Perhaps the most powerful evidence of the importance and impact of Gomperts’ work, within the real-life context of the limitations on access to abortion, can be seen in the emails she receives from some of her clients. “I live in Georgia which passed a 6-week abortion ban in the House & Senate the week after I was able to get help through AidAccess,” one client wrote to Gomperts after her abortion. “Thank you so much for the work that you do.”
Another client wrote her:
“Before accessing this service, I had performed an abortion myself at home by using large gauge crochet hooks to dilate my cervix a bit and then attaching plastic tubing to a syringe and suctioning the fetal/pregnancy tissue. I was very nervous to do this and although I successfully ended the pregnancy, I also got a small tear on my cervix that would not stop bleeding. I was able to see a doctor and they cauterized the spot and it was fine, but the entire process was dangerous and stressful. I am educated and upper-middle class. I could not travel for an abortion because I am the primary caregiver of a special-needs child. Having this service available allowed me to terminate my pregnancy safely, effectively, and with discretion.”
And a third said:
“I was extremely scared it wasn’t going to work, and that idea frightened me so much because I have a very religious family who would probably shun me if they found out what happened. I also live in the Bible Belt where the topic of abortion has been discussed heavily this past month, which put me even more on edge about the entire situation..Even though I’ve always wanted children, making this decision was easy…There’s no way I could have gotten to the local clinic. Abortions are only available on a few days a week, and they’re always at times I work. I also don’t drive, so discreetly visiting the clinic wasn’t an option. There are also regular protests outside the clinic.”
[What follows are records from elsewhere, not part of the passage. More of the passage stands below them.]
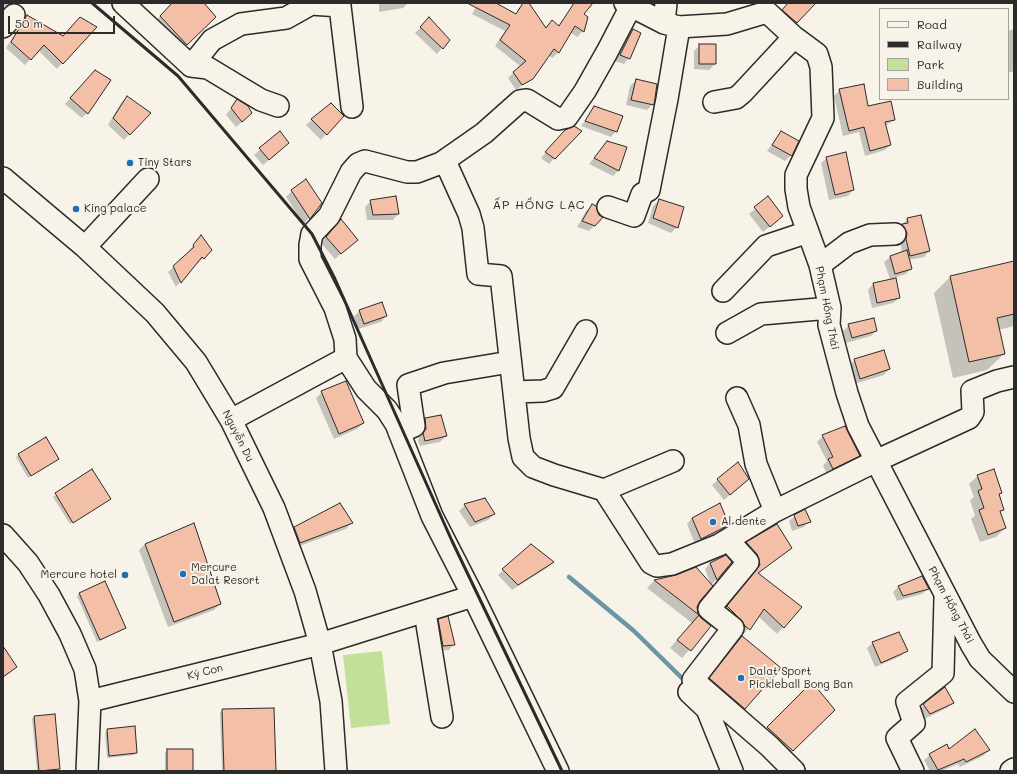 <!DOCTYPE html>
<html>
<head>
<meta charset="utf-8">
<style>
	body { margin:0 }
	#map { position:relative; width:1017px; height:774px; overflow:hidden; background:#f7f3e8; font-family:Mali,sans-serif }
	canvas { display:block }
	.frame { position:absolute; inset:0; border:4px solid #2b2b2b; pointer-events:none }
	.legend { position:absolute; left:879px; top:8px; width:130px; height:92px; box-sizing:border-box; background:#f7f3e8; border:1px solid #a5a39c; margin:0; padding:5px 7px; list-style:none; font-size:12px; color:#2b2b2b }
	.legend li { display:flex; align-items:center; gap:8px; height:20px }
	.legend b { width:20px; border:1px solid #a5a39c }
	.scale { position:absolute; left:8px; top:16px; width:107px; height:18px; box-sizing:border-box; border:2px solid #2b2b2b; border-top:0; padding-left:5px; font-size:12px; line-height:14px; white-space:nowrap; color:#2b2b2b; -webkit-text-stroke:3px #f7f3e8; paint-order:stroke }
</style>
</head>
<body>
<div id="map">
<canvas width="1017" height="774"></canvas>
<div class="frame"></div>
<ul class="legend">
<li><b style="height:5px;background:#f7f3e8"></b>Road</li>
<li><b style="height:5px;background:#2b2b2b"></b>Railway</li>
<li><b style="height:11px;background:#c2e098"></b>Park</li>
<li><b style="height:11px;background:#f4bfa7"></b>Building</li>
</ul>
<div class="scale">50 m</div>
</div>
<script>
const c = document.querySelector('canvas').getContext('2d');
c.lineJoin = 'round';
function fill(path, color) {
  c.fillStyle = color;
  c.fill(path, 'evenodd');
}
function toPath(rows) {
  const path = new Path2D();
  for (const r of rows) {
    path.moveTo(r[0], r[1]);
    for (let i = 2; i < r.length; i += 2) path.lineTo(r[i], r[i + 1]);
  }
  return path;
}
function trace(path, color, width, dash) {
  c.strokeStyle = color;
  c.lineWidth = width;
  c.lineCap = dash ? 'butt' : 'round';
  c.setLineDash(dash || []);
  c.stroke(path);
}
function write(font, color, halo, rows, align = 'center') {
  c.font = font + ' Mali,sans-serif';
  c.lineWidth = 4;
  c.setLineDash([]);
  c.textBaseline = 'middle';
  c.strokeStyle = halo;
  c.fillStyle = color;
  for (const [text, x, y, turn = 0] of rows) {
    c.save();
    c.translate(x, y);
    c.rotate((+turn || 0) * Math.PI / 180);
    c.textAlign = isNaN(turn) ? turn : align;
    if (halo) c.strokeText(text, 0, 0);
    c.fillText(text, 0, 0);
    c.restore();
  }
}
fill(toPath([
	[382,651,390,724,351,728,343,655]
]), '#c2e098');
fill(toPath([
	[3,3,14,3,8,9,3,10],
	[172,3,203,3,215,17,181,50,155,22],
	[379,3,408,3,403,8,379,12],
	[478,3,494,3,515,15,523,3,528,3,545,28,552,21,558,26,576,3,591,3,583,14,587,17,583,31,577,37,570,32,558,53,552,58,549,55,532,78,516,90,508,78,520,66,495,46,505,31,472,14],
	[789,3,814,3,791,28,777,16],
	[27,17,62,37,95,27,57,69,38,50,25,65,6,48,22,22],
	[429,19,448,40,437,54,415,33],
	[1014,29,1014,71,1008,73,1008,31],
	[633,30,629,58,624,64,615,61,627,36],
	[700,45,715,64,709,70,694,69,694,51],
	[90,77,87,113,82,118,65,104],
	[636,80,653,104,647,110,626,105,630,86],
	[840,90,867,108,894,120,885,126,890,145,885,150,865,156,859,132,843,136,834,96],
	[127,97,150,113,124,140,108,125,121,103],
	[237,101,246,119,236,127,226,115],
	[331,104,326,134,321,140,306,125],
	[595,107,616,131,611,137,581,126],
	[580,131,549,164,541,158,560,137],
	[280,132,282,149,263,165,254,155],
	[781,132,791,155,785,161,767,151],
	[607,142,619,170,613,176,589,164],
	[827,158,853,190,848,196,829,200,821,163],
	[292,191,321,203,304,224,286,197],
	[395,198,398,214,393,220,367,220,365,207,371,201],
	[768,198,776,221,763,232,749,214],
	[659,200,677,227,671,233,648,223,653,206],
	[592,205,595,225,589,231,577,227,586,211],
	[921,216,929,251,924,257,909,260,911,268,906,274,890,279,884,262,890,257,902,253,901,245,902,239,897,231,907,219],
	[336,226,351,245,335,259,321,243],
	[201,236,211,250,197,264,196,262,176,287,168,272,189,253,188,252],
	[1014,262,1014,326,998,330,1004,354,987,370,953,378,934,293,950,277],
	[873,284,899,298,893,303,872,308,868,290],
	[360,311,386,316,381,322,358,329,354,316],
	[849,325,876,331,871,336,846,343,843,331],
	[855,360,889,369,884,375,854,384,849,366],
	[322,392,363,423,357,429,334,439,316,398],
	[425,419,446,436,440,442,420,446,418,440,420,436,420,425],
	[823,436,859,455,853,461,827,474,823,466,827,461,817,442],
	[46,438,58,459,28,478,16,457],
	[92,471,107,501,70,524,53,497],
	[978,476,1001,493,998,496,1003,509,1000,513,1005,528,996,537,980,542,971,519,975,516,970,500,974,497,969,484],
	[748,479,724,500,712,485,718,480],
	[485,499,494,514,488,520,470,527,459,511,465,505],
	[795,516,809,521,804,527,792,531,789,521],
	[692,518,728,525,722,530,695,544,687,524],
	[351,523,346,529,294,548,289,533,294,527],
	[194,525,220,604,214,610,168,627,139,550,145,544],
	[776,525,791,548,757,574,783,627,777,634,758,616,742,636,721,613,753,573,751,561,740,550,747,543],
	[553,562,547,568,512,590,498,575,503,570],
	[731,562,716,580,711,585,705,569,710,563],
	[677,576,699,601,696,607,697,614,710,626,682,658,670,648,692,623,647,588,654,581],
	[922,577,928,589,922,594,897,601,893,592,898,587],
	[80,594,125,628,97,642,77,596],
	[439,620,454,644,449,650,437,651,433,626],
	[742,637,780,668,732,720,699,690,731,648],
	[873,643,906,651,901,656,875,667,867,648],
	[3,647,16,667,3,678],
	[812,684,834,710,784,759,760,736],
	[953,702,947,708,924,719,918,711,924,705],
	[223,710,275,771,222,771,220,713],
	[54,715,59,769,57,771,37,771,32,719,34,717],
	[107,730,136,753,134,755,107,758,105,733],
	[167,750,192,771,165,771,165,753],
	[949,750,989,750,983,756,960,767,958,764,941,771,930,771,924,760,930,755]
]), '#0003');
trace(toPath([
	[569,577,634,631,687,683]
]), '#6a95a5', 4.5);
const building = toPath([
	[172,3,204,3,216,17,187,45,160,16,172,3],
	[467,3,496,3,516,14,523,3,529,3,546,28,552,20,559,26,574,3,593,3,584,14,588,17,584,32,575,26,559,53,554,49,533,79,522,85,513,72,526,61,500,40,510,25,467,3],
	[788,3,816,3,797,23,782,10,788,3],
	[27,15,63,36,80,17,97,27,63,64,44,45,31,60,11,42,27,15],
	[429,17,450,40,443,49,420,27,429,17],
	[633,29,641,33,630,59,620,55,633,29],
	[699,44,716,44,716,64,699,64,699,44],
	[95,70,111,80,88,114,70,98,95,70],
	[636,79,657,84,654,105,631,100,636,79],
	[864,84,868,106,891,101,895,120,885,122,891,145,870,151,864,127,849,131,839,89,864,84],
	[127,96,151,113,130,135,113,118,127,96],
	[237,99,248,106,252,113,242,122,231,108,237,99],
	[331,103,344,116,327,135,311,119,331,103],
	[594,106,623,116,617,132,585,121,594,106],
	[574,126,582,131,555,159,545,152,565,130,574,126],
	[280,131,289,143,269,160,259,148,280,131],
	[781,131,799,141,792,156,772,145,781,131],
	[607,141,627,147,619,171,594,158,607,141],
	[846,152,854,190,835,195,826,157,846,152],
	[306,179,322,203,310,219,291,190,306,179],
	[396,196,399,214,373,215,370,200,396,196],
	[768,196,783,216,770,227,754,207,768,196],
	[659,199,684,207,678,228,653,218,659,199],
	[592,204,596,206,599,215,603,217,595,226,582,221,592,204],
	[921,215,930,251,910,256,906,239,907,233,902,224,908,223,907,218,921,215],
	[341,219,358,240,341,254,326,237,341,219],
	[201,235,212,250,204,259,202,257,181,283,173,266,194,247,193,245,201,235],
	[907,250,912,269,895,274,890,256,907,250],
	[1014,261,1014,314,997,318,1005,354,969,362,950,276,1014,261],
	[896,278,900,298,877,303,873,283,896,278],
	[382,302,387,316,364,324,359,310,382,302],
	[874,318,877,331,852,338,848,324,874,318],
	[884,350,890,369,860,379,854,359,884,350],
	[346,381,364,423,339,434,321,391,346,381],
	[441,415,447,436,425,441,423,433,426,429,425,418,441,415],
	[845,426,860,456,833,469,828,459,833,457,822,435,845,426],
	[46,437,59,459,31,476,18,454,46,437],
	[738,462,749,479,730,495,717,479,738,462],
	[92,469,111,499,73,523,55,493,92,469],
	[994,469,1002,493,999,494,1004,510,1000,511,1006,528,988,535,979,510,984,508,978,491,982,489,977,475,994,469],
	[485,498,495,514,475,522,464,504,485,498],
	[340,503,353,523,300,543,294,527,340,503],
	[720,503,729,525,701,539,692,518,720,503],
	[805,509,811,522,798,526,794,515,805,509],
	[194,523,221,604,174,622,145,544,194,523],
	[777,524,792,548,758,573,802,607,784,628,764,609,750,630,745,626,740,619,727,606,726,607,760,565,757,554,746,542,777,524],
	[531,544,554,562,518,585,502,569,531,544],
	[726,555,732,562,717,580,710,563,726,555],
	[696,567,713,586,700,601,697,607,698,614,701,618,711,626,691,651,677,640,699,615,654,580,676,575,696,567],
	[922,576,929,589,903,596,898,586,922,576],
	[105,581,126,628,100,640,79,593,105,581],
	[448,616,455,645,443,646,438,619,448,616],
	[899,632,908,651,881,663,872,642,899,632],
	[742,636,781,668,745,709,709,678,742,636],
	[3,646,17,667,3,677,3,646],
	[812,682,835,710,793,751,767,727,812,682],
	[945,687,954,703,930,714,923,704,945,687],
	[274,708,276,771,224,771,222,709,274,708],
	[55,714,60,769,39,771,34,716,55,714],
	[135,726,137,753,109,756,107,729,135,726],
	[975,729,990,750,966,762,964,759,938,770,929,754,947,744,949,749,975,729],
	[167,749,193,749,193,771,167,771,167,749]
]);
fill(building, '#f4bfa7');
trace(building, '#2b2b2b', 1);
const minor = toPath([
	[123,3,191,66],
	[625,3,664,23,679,27,727,24,767,12,794,37,817,54,821,67,823,118,796,175,796,189,799,207,820,265,830,308,829,325,847,393,858,426,971,644,980,659,1014,692],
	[664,23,666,3],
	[3,27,14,15],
	[191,66,212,40,241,24,286,18,311,4,340,6,352,107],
	[191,66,208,68,261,100,278,106],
	[714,102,736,98,742,93,794,37],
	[445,161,469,214,473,228,478,274,501,276,519,438,523,457,533,467,554,475,604,490,651,563,657,566,672,564,719,545,775,511,878,460,969,418,973,412,972,391,997,381,1014,377],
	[3,178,85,247,155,313,196,362,231,420,274,508,305,591,320,644,331,701,336,771],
	[608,207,634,216,642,194,649,190,667,99,679,27],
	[85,247,148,179],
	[820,265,849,243,870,235,895,234],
	[723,291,766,246,808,232],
	[727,333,761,314,830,308],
	[514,392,543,391,553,388,586,331],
	[737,398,749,425,756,464,775,511],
	[231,420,346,358],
	[399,432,414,426,408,385,444,373,510,362],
	[604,490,673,461],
	[3,535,28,563,49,595,70,634,85,669,90,701,87,771],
	[728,540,748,562,709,609,733,628,693,680,769,746,794,771],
	[425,612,442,717],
	[689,692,707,709,732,771],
	[90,701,320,644,473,596],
	[558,771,473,596,432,516,396,424,387,410,366,389,346,358,345,339,335,308,310,259,310,245,312,234,329,216,351,172,358,164,365,161,407,172,417,172,441,163,484,133,520,101,527,100,558,119,567,117,585,91,607,52,631,6],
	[913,771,897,738,914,723,907,702,943,673,945,598],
	[1011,771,1014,769]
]);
trace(minor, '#2b2b2b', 24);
trace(minor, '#f7f3e8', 21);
trace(toPath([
	[92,3,178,76,312,234,335,279,452,541,562,771]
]), '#2b2b2b', 3);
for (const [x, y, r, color] of [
	[130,163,4,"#1f6fb2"],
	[76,209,4,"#1f6fb2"],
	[713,522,4,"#1f6fb2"],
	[183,574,4,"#1f6fb2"],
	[125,575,4,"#1f6fb2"],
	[741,678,4,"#1f6fb2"]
]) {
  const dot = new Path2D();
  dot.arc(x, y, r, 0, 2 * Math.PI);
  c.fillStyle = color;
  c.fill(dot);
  trace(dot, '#f7f3e8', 1.5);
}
write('11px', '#2b2b2b', '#f7f3e8', [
	["Tiny Stars",138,163],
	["King palace",84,209],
	["Al dente",721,522],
	["Mercure",191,568],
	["Dalat Resort",191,581],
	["Mercure hotel",117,575,"right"],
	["Dalat Sport",749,672],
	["Pickleball Bong Ban",749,685]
], 'left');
write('11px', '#2b2b2b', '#f7f3e8', [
	["Phạm Hồng Thái",827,308,79],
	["Nguyễn Du",238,436,63],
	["Phạm Hồng Thái",951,605,62],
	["Ký Con",205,672,-14]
]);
c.letterSpacing = '1px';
write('12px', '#2b2b2b', '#f7f3e8', [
	["ẤP HỒNG LẠC",539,205]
]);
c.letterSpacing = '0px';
</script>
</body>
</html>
Hearn says it’s hard to tell what the response, if any, will be from the FDA. But as long as Gomperts keeps hearing stories like these, dozens of which were appended to their letter to the FDA, she will remain focused on the work. “It’s so moving and heartbreaking,” she says. “How can you stop when you get emails like that? That’s all that matters. These are people that are trying to survive, that are being targeted.”